── Information shown ──

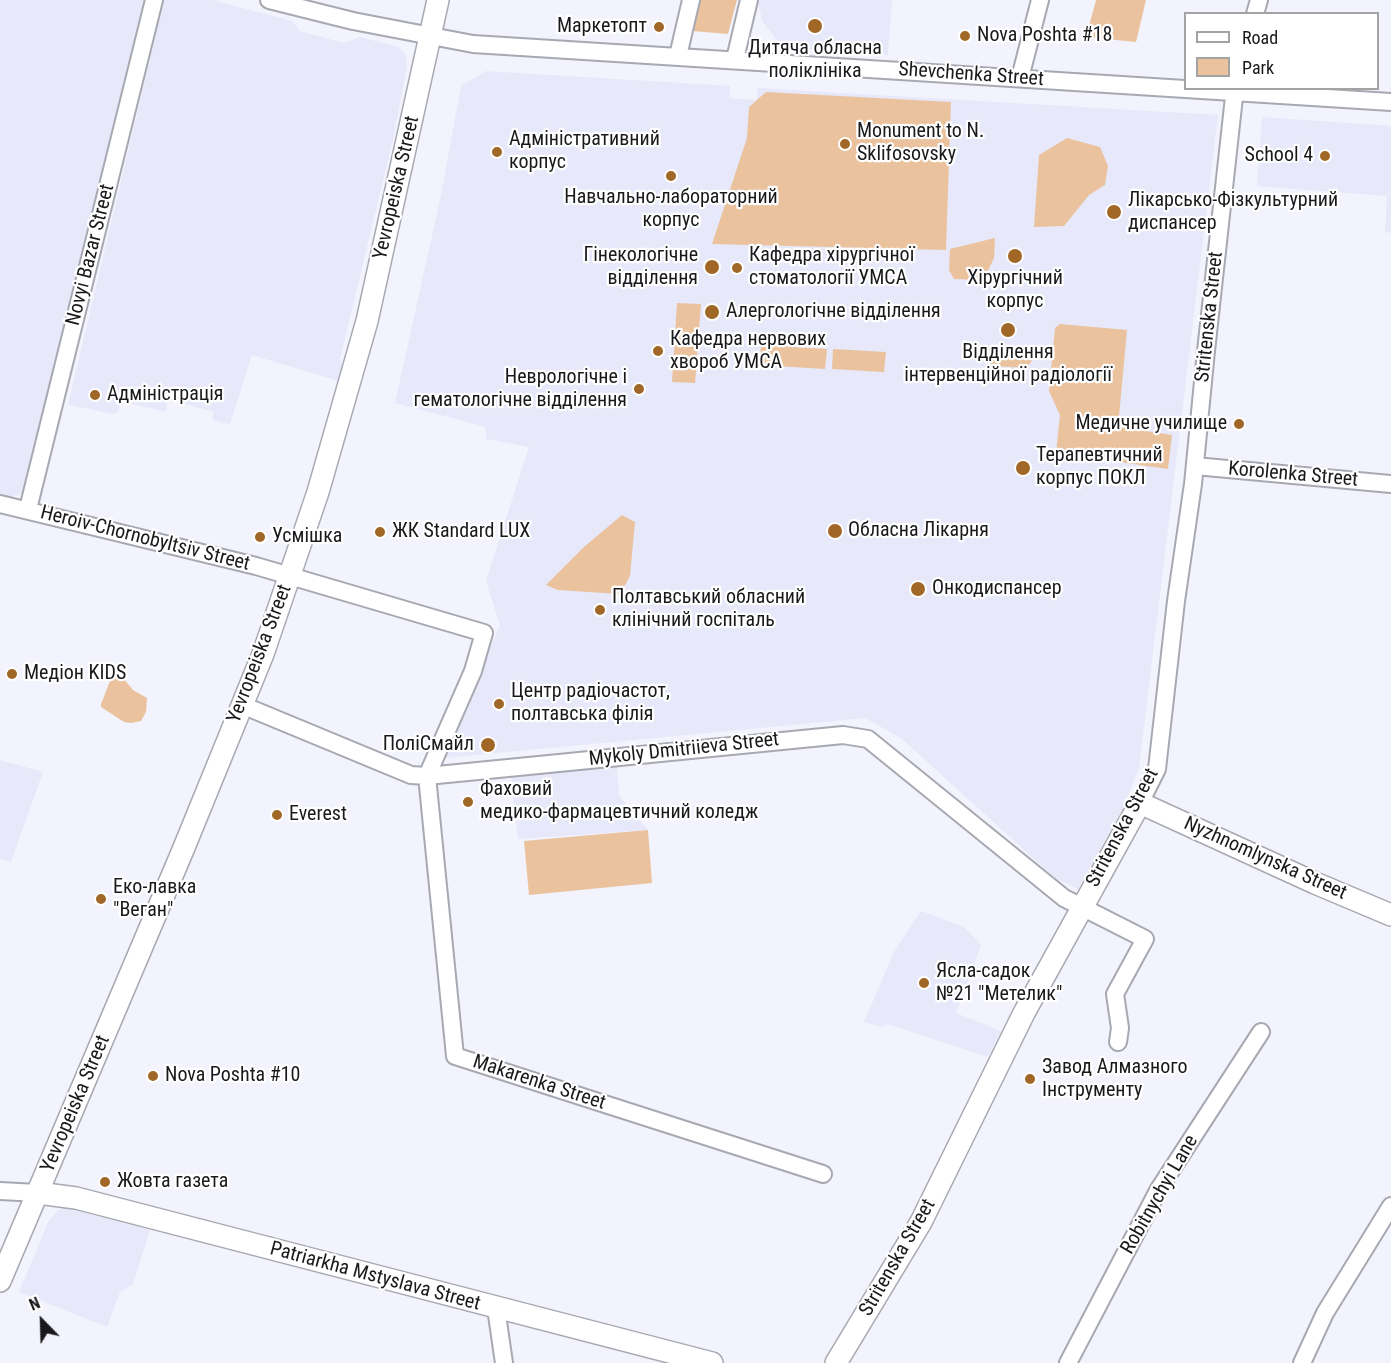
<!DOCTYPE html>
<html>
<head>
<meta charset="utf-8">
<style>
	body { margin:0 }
	#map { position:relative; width:1391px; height:1363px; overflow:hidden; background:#f3f3fd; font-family:"Roboto Condensed",sans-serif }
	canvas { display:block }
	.legend { position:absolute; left:1184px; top:12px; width:195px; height:78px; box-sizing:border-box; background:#fff; border:2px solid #a3a3a4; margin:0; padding:8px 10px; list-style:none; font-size:18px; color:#19191c }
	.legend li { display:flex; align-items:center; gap:12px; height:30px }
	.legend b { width:30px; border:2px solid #a3a3a4 }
	.north { position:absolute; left:12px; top:1291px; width:60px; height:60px; -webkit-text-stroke:4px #fff; paint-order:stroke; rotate:337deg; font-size:16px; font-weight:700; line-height:24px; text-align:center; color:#19191c }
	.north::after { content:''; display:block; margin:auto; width:21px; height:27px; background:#19191c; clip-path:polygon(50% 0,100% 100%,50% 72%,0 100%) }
</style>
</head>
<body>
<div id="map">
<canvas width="1391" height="1363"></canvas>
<ul class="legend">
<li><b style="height:8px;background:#fff"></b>Road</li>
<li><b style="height:16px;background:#eac39e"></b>Park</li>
</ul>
<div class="north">N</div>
</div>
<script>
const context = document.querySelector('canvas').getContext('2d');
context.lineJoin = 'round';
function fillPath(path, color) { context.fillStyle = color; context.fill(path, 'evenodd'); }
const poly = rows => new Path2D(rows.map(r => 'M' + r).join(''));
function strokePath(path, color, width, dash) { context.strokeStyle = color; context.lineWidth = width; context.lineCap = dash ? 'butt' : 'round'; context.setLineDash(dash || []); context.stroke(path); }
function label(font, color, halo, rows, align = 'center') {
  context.font = font + ' "Roboto Condensed",sans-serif'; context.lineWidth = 4.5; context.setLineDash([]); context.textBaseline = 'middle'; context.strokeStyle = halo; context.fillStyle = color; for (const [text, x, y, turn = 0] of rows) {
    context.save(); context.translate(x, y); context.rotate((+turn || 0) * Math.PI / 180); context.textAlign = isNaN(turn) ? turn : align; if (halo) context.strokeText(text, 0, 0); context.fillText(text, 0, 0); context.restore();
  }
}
fillPath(poly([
	[0,0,147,0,26,486,21,494,11,497,0,495],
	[164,0,212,0,292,21,300,31,344,43,360,37,391,45,399,47,405,54,407,67,393,139,340,359,343,367,339,381,252,355,230,424,212,420,214,412,168,399,165,412,121,401,118,412,114,414,68,405],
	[758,0,892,0,888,55,798,49,779,43,762,21],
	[486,71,730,86,729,98,757,100,758,88,1218,115,1139,768,1123,808,1078,889,1055,878,901,738,865,718,444,758,500,625,486,581,529,447,486,439,486,427,395,403,441,195,461,86],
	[1262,117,1391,126,1391,233,1385,232,1387,196,1257,186],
	[616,757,619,795,648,830,518,839,510,768],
	[0,760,43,772,11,862,0,859],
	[921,911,964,927,981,945,956,1013,1001,1031,988,1057,887,1024,882,1027,864,1022,894,952],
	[66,1208,150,1230,133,1284,120,1292,107,1327,19,1292,49,1220,59,1210]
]), '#e7e8f9');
fillPath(poly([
	[700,0,737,0,728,34,692,31],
	[1096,0,1146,0,1136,42,1086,37],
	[766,92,951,102,946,250,712,244,747,138,749,107],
	[1067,138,1100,147,1108,166,1105,185,1089,195,1064,226,1034,227,1039,155],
	[995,238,994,258,987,273,977,280,954,279,949,270,950,249],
	[677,303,701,304,695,383,672,382],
	[1060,324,1127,330,1118,427,1172,435,1168,469,1056,453,1060,415,1049,391,1055,328],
	[761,345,827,349,825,369,760,365],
	[973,345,1014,350,1037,355,1026,368,993,366],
	[833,349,886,352,884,372,832,369],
	[622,515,635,522,630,576,620,594,558,590,546,585,584,547],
	[112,676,118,676,124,679,133,690,147,698,146,712,141,721,131,723,124,722,101,707,101,704],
	[648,830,652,883,529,895,524,841]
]), '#eac39e');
const minor = poly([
	[269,0,353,21,473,44,1391,102],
	[1255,14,1259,0],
	[678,56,691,0],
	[735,59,749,0],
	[1020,78,1040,0],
	[1195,466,1391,484],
	[0,504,256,566,484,633,473,671,427,776,455,1056,823,1174],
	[28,509,154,0],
	[242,705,411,775,427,776,843,735,868,739,1064,898,1145,939,1115,994,1120,1028,1118,1042],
	[1140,803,1157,769,1176,601,1193,484,1206,351,1235,88],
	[0,1191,38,1193],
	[496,1308,504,1363],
	[1068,1363,1159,1189,1261,1032],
	[1302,1363,1325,1313,1391,1206]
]);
const major = poly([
	[38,1193,76,1198,712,1363],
	[0,1281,183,850,263,654,318,492,367,321,438,0],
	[836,1363,921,1222,1024,1013,1140,803,1315,883,1391,915]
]);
strokePath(minor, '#a8a8b2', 20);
strokePath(major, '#a8a8b2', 24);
strokePath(minor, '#fff', 16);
strokePath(major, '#fff', 21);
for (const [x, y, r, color] of [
	[815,26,8,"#a06726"],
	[659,27,6,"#a06726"],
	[965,36,6,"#a06726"],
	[845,144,6,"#a06726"],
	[497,152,6,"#a06726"],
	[1325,156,6,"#a06726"],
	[671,176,6,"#a06726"],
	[1114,212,8,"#a06726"],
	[1015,256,8,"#a06726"],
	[712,267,8,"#a06726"],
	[737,268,6,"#a06726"],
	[712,312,8,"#a06726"],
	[1008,330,8,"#a06726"],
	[658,351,6,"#a06726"],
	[639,389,6,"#a06726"],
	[95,395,6,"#a06726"],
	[1239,424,6,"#a06726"],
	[1023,468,8,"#a06726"],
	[835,531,8,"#a06726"],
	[380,532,6,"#a06726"],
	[260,537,6,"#a06726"],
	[918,589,8,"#a06726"],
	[600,610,6,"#a06726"],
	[12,674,6,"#a06726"],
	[499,704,6,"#a06726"],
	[488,745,8,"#a06726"],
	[468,802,6,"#a06726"],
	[277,815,6,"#a06726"],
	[101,899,6,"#a06726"],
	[924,983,6,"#a06726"],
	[153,1076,6,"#a06726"],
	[1030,1079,6,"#a06726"],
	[105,1182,6,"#a06726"]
]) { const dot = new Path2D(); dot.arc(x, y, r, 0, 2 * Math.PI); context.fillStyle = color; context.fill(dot); strokePath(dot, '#fff', 2); }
label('20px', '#19191c', '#fff', [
	["Маркетопт",647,27,"right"],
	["Nova Poshta #18",977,36],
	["Дитяча обласна",815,49,"center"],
	["поліклініка",815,72,"center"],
	["Monument to N.",857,132],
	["Sklifosovsky",857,155],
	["Адміністративний",509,140],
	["корпус",509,163],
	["School 4",1313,156,"right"],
	["Навчально-лабораторний",671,198,"center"],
	["корпус",671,221,"center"],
	["Лікарсько-Фізкультурний",1128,201],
	["диспансер",1128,224],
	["Гінекологічне",698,256,"right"],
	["відділення",698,279,"right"],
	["Кафедра хірургічної",749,256],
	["стоматології УМСА",749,279],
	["Хірургічний",1015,279,"center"],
	["корпус",1015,302,"center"],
	["Алергологічне відділення",726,312],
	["Кафедра нервових",670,340],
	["хвороб УМСА",670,363],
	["Відділення",1008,353,"center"],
	["інтервенційної радіології",1008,376,"center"],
	["Неврологічне і",627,378,"right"],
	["гематологічне відділення",627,401,"right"],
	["Адміністрація",107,395],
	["Медичне училище",1227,424,"right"],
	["Терапевтичний",1036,456],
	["корпус ПОКЛ",1036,479],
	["Обласна Лікарня",848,531],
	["ЖК Standard LUX",392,532],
	["Усмішка",272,537],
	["Онкодиспансер",932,589],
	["Полтавський обласний",612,598],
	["клінічний госпіталь",612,621],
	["Медіон KIDS",24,674],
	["Центр радіочастот,",511,692],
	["полтавська філія",511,715],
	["ПоліСмайл",474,745,"right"],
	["Фаховий",480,790],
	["медико-фармацевтичний коледж",480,813],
	["Everest",289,815],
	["Еко-лавка",113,888],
	["\"Веган\"",113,911],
	["Ясла-садок",936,972],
	["№21 \"Метелик\"",936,995],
	["Завод Алмазного",1042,1068],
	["Інструменту",1042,1091],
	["Nova Poshta #10",165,1076],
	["Жовта газета",117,1182]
], 'left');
label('20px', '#19191c', '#fff', [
	["Shevchenka Street",971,75,4],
	["Yevropeiska Street",397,188,-77],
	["Novyi Bazar Street",91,255,-76],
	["Stritenska Street",1210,317,-84],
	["Korolenka Street",1293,475,5],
	["Heroiv-Chornobyltsiv Street",145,539,14],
	["Yevropeiska Street",260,654,-69],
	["Mykoly Dmitriieva Street",684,750,-6],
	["Stritenska Street",1123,828,-62],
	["Nyzhnomlynska Street",1265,859,24],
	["Makarenka Street",539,1083,18],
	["Yevropeiska Street",76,1104,-67],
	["Robitnychyi Lane",1160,1195,-60],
	["Stritenska Street",898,1258,-60],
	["Patriarkha Mstyslava Street",375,1277,15]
]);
</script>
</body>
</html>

───

## What is being asked
Copy nothing past the line containing "display:flex; align-items:center; gap:12px;": reproduce every line from the start of the records up to it, skipping pictures.

## Completed exercise
<!DOCTYPE html>
<html>
<head>
<meta charset="utf-8">
<style>
	body { margin:0 }
	#map { position:relative; width:1391px; height:1363px; overflow:hidden; background:#f3f3fd; font-family:"Roboto Condensed",sans-serif }
	canvas { display:block }
	.legend { position:absolute; left:1184px; top:12px; width:195px; height:78px; box-sizing:border-box; background:#fff; border:2px solid #a3a3a4; margin:0; padding:8px 10px; list-style:none; font-size:18px; color:#19191c }
	.legend li { display:flex; align-items:center; gap:12px; height:30px }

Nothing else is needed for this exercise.